Usually the Court will order that some discovery is given about quantum of infringing items sold. This could be by way of discovery order or by way of notices to produce. The documents usually sought are the financial statements and accounting records that relate to the particular infringing item.
The Court usually also makes directions for evidence to be filed after the inspection of those documents. Forensic accounting experts are commonly used to analyse the financial documents and provide an expert report. Those experts analyse the financial documents and provide an opinion about the profit derived by the respondent as a result of the infringement. This can be a difficult analysis.
How much do I get?
It is no easy question to determine profit made by the respondent. The analysis of the financial documentation can be complex and will depend on the precise nature of each case. It will require the Court to understand the infringement in the context of the respondent’s business. It may also require the Court to make an approximation. Some of the accounting issues that the Court may need to grapple with include:
1. Apportioning profit
In some cases the infringing product may be one component of a larger device. This can be a really complex question. Should the profit be apportioned? Or should the applicant be awarded the entirety of the profit?

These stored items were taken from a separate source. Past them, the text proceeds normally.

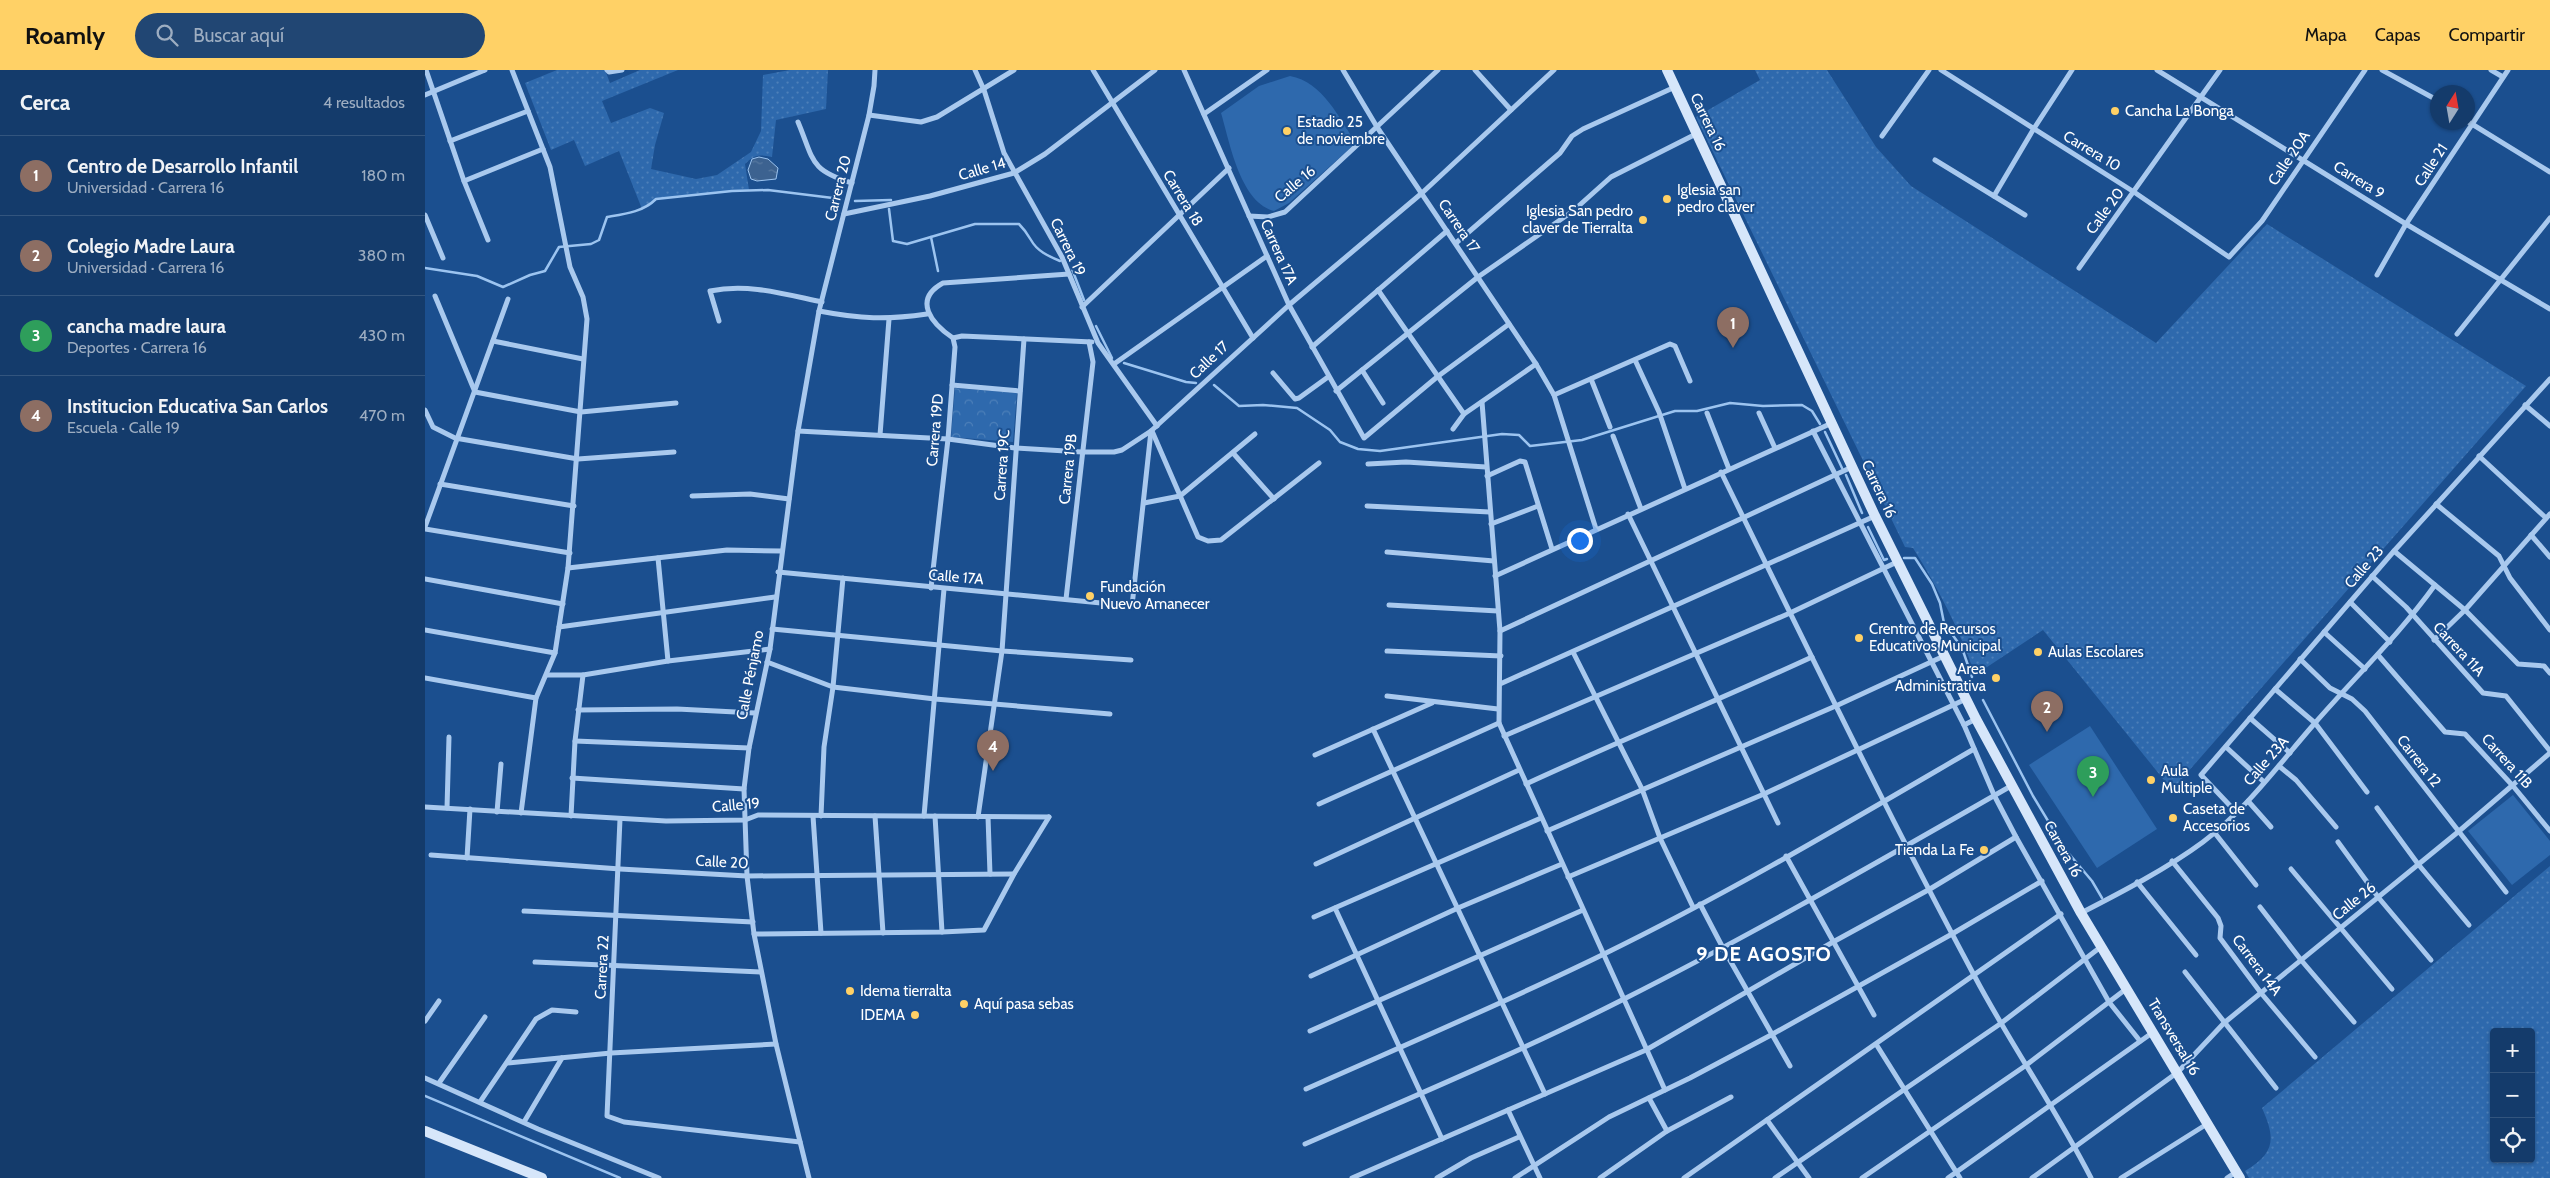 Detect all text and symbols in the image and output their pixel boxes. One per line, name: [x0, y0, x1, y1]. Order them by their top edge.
search box: [135, 13, 485, 58]
text: Roamly: [25, 21, 105, 50]
icon: search: [153, 21, 181, 49]
text: Buscar aquí: [193, 24, 284, 47]
text: Mapa: [2305, 24, 2347, 46]
text: Capas: [2375, 24, 2421, 46]
text: Compartir: [2449, 24, 2525, 46]
north arrow: [2430, 85, 2475, 130]
text: Cerca: [20, 90, 70, 115]
street label: Carrera 16: [1686, 90, 1730, 154]
text: 4 resultados: [323, 93, 405, 112]
place label: Cancha La Bonga: [2125, 102, 2234, 120]
marker: Cancha La Bonga: [2109, 105, 2121, 117]
place label: Estadio 25 de noviembre: [1297, 113, 1385, 148]
marker: Estadio 25 de noviembre: [1281, 125, 1293, 137]
street label: Carrera 10: [2060, 127, 2124, 175]
street label: Calle 20A: [2264, 127, 2314, 189]
street label: Calle 21: [2411, 140, 2451, 190]
street label: Carrera 20: [821, 153, 855, 223]
street label: Calle 14: [956, 154, 1008, 184]
text: Centro de Desarrollo Infantil: [67, 155, 298, 178]
street label: Carrera 9: [2330, 157, 2388, 203]
street label: Calle 16: [1271, 162, 1319, 206]
text: 1: [33, 166, 39, 185]
text: 180 m: [361, 166, 405, 185]
street label: Carrera 18: [1159, 167, 1207, 229]
text: Universidad · Carrera 16: [67, 178, 224, 197]
place label: Iglesia san pedro claver: [1677, 181, 1755, 216]
street label: Calle 20: [2082, 184, 2128, 238]
marker: Iglesia san pedro claver: [1661, 193, 1673, 205]
street label: Carrera 17: [1434, 196, 1484, 257]
place label: Iglesia San pedro claver de Tierralta: [1522, 202, 1634, 237]
marker: Iglesia San pedro claver de Tierralta: [1637, 214, 1649, 226]
street label: Carrera 19: [1046, 215, 1090, 279]
street label: Carrera 17A: [1257, 217, 1302, 288]
text: Colegio Madre Laura: [67, 235, 235, 258]
text: 2: [32, 246, 40, 265]
text: 380 m: [358, 246, 405, 265]
text: Universidad · Carrera 16: [67, 258, 224, 277]
pin: 1: [1717, 307, 1749, 348]
text: cancha madre laura: [67, 315, 226, 338]
text: 3: [32, 326, 40, 345]
text: 430 m: [358, 326, 405, 345]
street label: Calle 17: [1186, 337, 1233, 383]
text: Deportes · Carrera 16: [67, 338, 207, 357]
street label: Carrera 19D: [923, 393, 947, 467]
text: Institucion Educativa San Carlos: [67, 395, 328, 418]
text: 4: [31, 406, 41, 425]
text: 470 m: [359, 406, 405, 425]
text: Escuela · Calle 19: [67, 418, 180, 437]
street label: Carrera 19C: [991, 429, 1013, 501]
street label: Carrera 19B: [1055, 433, 1081, 505]
street label: Carrera 16: [1858, 457, 1900, 521]
your location: [1567, 528, 1593, 554]
street label: Calle 23: [2341, 542, 2387, 592]
street label: Calle 17A: [928, 566, 985, 588]
place label: Fundación Nuevo Amanecer: [1100, 578, 1210, 613]
marker: Fundación Nuevo Amanecer: [1084, 590, 1096, 602]
street label: Carrera 11A: [2429, 618, 2489, 680]
place label: Crentro de Recursos Educativos Municipal: [1869, 620, 2001, 655]
street label: Calle Pénjamo: [733, 629, 767, 721]
marker: Crentro de Recursos Educativos Municipal: [1853, 632, 1865, 644]
place label: Aulas Escolares: [2048, 643, 2144, 661]
marker: Aulas Escolares: [2032, 646, 2044, 658]
place label: Area Administrativa: [1895, 660, 1987, 695]
marker: Area Administrativa: [1990, 672, 2002, 684]
pin: 2: [2031, 691, 2063, 732]
pin: 4: [977, 730, 1009, 771]
street label: Carrera 11B: [2478, 730, 2536, 792]
street label: Carrera 12: [2393, 731, 2445, 791]
street label: Calle 23A: [2240, 732, 2293, 789]
pin: 3: [2077, 756, 2109, 797]
place label: Aula Multiple: [2161, 762, 2212, 797]
marker: Aula Multiple: [2145, 774, 2157, 786]
street label: Calle 19: [711, 794, 761, 816]
place label: Caseta de Accesorios: [2183, 800, 2250, 835]
marker: Caseta de Accesorios: [2167, 812, 2179, 824]
street label: Carrera 16: [2040, 818, 2086, 880]
place label: Tienda La Fe: [1895, 841, 1974, 859]
marker: Tienda La Fe: [1978, 844, 1990, 856]
street label: Calle 20: [695, 852, 749, 872]
street label: Calle 26: [2329, 878, 2379, 924]
street label: Carrera 14A: [2228, 931, 2286, 1000]
street label: Carrera 22: [591, 934, 613, 1000]
district label: 9 DE AGOSTO: [1696, 942, 1832, 966]
place label: Idema tierralta: [860, 982, 952, 1000]
marker: Idema tierralta: [844, 985, 856, 997]
place label: Aquí pasa sebas: [974, 995, 1074, 1013]
street label: Transversal 16: [2144, 995, 2204, 1079]
marker: Aquí pasa sebas: [958, 998, 970, 1010]
place label: IDEMA: [861, 1006, 906, 1024]
marker: IDEMA: [909, 1009, 921, 1021]
map controls: [2490, 1028, 2535, 1163]
button: +: [2490, 1028, 2535, 1073]
button: −: [2490, 1073, 2535, 1118]
button: locate: [2490, 1118, 2535, 1163]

In relation to patents and designs, the key question is whether the infringing item is an essential part of the larger product. If it is, then the Court is likely to award the entirety of the profit to the applicant. In relation to other IP rights, such as trade marks and passing off, the question is whether the respondent’s entire business relates to the application of the infringing the mark. If it has, then a Court is more likely to order the respondent to account for all of the profits made in conducting that business.
Overheads can be significant and, if they are deducted, may substantially reduce the amount of profit made by the respondent. The general rule is that overheads cannot be deducted from the profits made by the sale of the infringing item. However, costs directly attributable to selling and delivering the infringing articles can be deducted from the revenue. This can really complicate the matter and requires the Court to analyse different costing methods.
3. Capital profit
An account of profits can include capital profit as well as profit from revenue. However, the Court must be satisfied that the respondent made such a profit as a result of the infringement.
4. Payment to directors
Some infringers argue that the infringing company’s directors’ drawings should be deducted from the profit. However, this has been giving short shrift in the case law. For example, in Tenderwatch Pty Ltd v Reed Business Information Pty Ltd  FCA 931, Heerey J found that it would be tantamount to making a copyright owner pay an infringer for the time and effort spent on infringement.
What happens after an order is made?
Once the Court has assessed the evidence and made a determination as to quantum, the order will need to be enforced. If payment is not made, then you will need to proceed with enforcement whether by issuing a statutory demand or a bankruptcy notice.